The client is the application that interacts with the server to perform operations on the database. It can be a command-line utility, a web application, or any other tool capable of opening a TCP connection with the database server.

A Postgres server can open multiple concurrent connections with its clients, and to achieve this,the server spawns an independent process for each new connection. This allows the server to handle several concurrent connections without impacting performance.

Features

Postgres offers a wide range of features that make it a great choice for businesses of all sizes and industries. Some key highlights include:

Postgres supports a vast array of data types, including hstore, bigint, bit varying, time, money, and serial.
It offers native support for JSON and JSONB, which means it can store schema-less documents.
It allows developers to choose different algorithms for indexes, including B-trees, GIN, Hash, and GiST. This flexibility of choice is crucial to building multi-purpose application infrastructures.
It comes with built-in support for replication, which makes it easy to achieve high availability and fault-tolerance.
It also has a feature known as table inheritance, which allows developers to create partitioned tables for better data organization and performance.

Use cases

Owing to its versatility and flexibility, Postgres can be used as the primary database for a wide range of applications, including:

Web applications: Postgres acts as a reliable backend database for web applications, handling data storage, retrieval, and transactions.
E-commerce applications: Postgres supports complex product catalogs, inventory management, and real-time order processing in e-commerce systems.
Data warehousing: Since Postgres can handle large data sets and complex queries, it’s a viable option for data warehousing use cases.
Search engines: Full text search and built-in support for different data types allow Postgres to be used to build performant search engines.
Real-time applications: Postgres provides a feature called LISTEN/NOTIFY that allows a server to send real-time notifications to all listening clients. This feature can be used to support real-time applications such as chat apps.

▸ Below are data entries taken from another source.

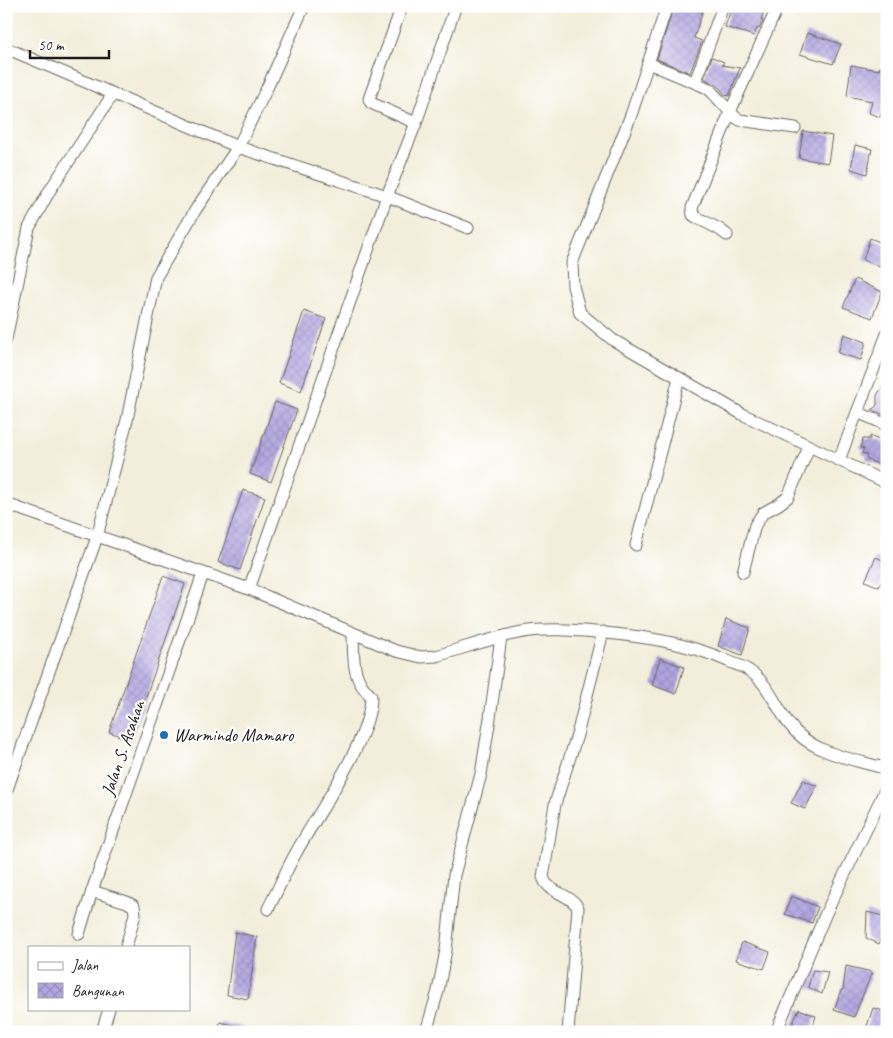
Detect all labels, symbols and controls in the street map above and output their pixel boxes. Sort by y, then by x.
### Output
scale bar [30,28,109,60]
text: 50 m [38,36,65,55]
street label: Jalan S. Asahan [96,697,150,799]
place label: Warmindo Mamaro [174,724,295,746]
marker: Warmindo Mamaro [158,729,170,741]
legend [28,946,190,1010]
text: Jalan [71,956,99,975]
text: Bangunan [72,982,125,1001]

Why is it important to monitor Postgres?

PostgreSQL is a powerful and resilient database, but it’s necessary to monitor it to ensure it performs optimally. Monitoring PostgreSQL can help you to:

Ensure high performance

As the primary database for applications, Postgres acts as the backbone of an infrastructure. Data-driven applications rely on Postgres for timely execution of read, write, and update queries. Any latency in Postgres can create a detrimental ripple effect in performance across the entire system. For example, let's say application A executes a query before sending a response to application B. If the query times out, the response to B may get delayed, leading to a chain reaction of delays and disruptions.

Monitoring performance metrics such as query execution time, slow-running queries, and memory utilization allows administrators to gauge performance in real time and take any corrective action if necessary.

Remove any bottlenecks

Even the most well-built databases like Postgres can encounter bottlenecks due to factors, including suboptimal query execution plans, missing indexes, or insufficient resources. For example, if a slow-running query locks multiple tables for writes, it can create a system-wide bottleneck that prevents applications from writing data to the database.

Monitoring helps to pinpoint bottlenecks and identify improvement avenues. For example, a monitoring tool may issue an alert if the memory utilization spikes. Looking at the dashboard, the administrator may find that an unknown client executes too many concurrent requests. Force-terminating the client connection can reduce memory usage significantly and restore optimal performance.

Achieve high availability

Unplanned downtime can be costly and disruptive. Your customers may be unable to access your applications, or your valuable transactional data may not get logged. For example, if a database server goes down before an ongoing transaction gets committed, the transaction data may be lost forever.

Regular monitoring enables administrators to quickly detect and contextualize issues and proactively address them to prevent system failure and minimize downtime. This approach ensures high availability and a consistent user experience.

Optimize configurations

Postgres provides a wide range of configuration options, and the optimal settings vary based on specific infrastructure requirements. For example, the memory needs for Postgres in a small-scale web application would differ significantly from that of a carrier-grade enterprise billing system.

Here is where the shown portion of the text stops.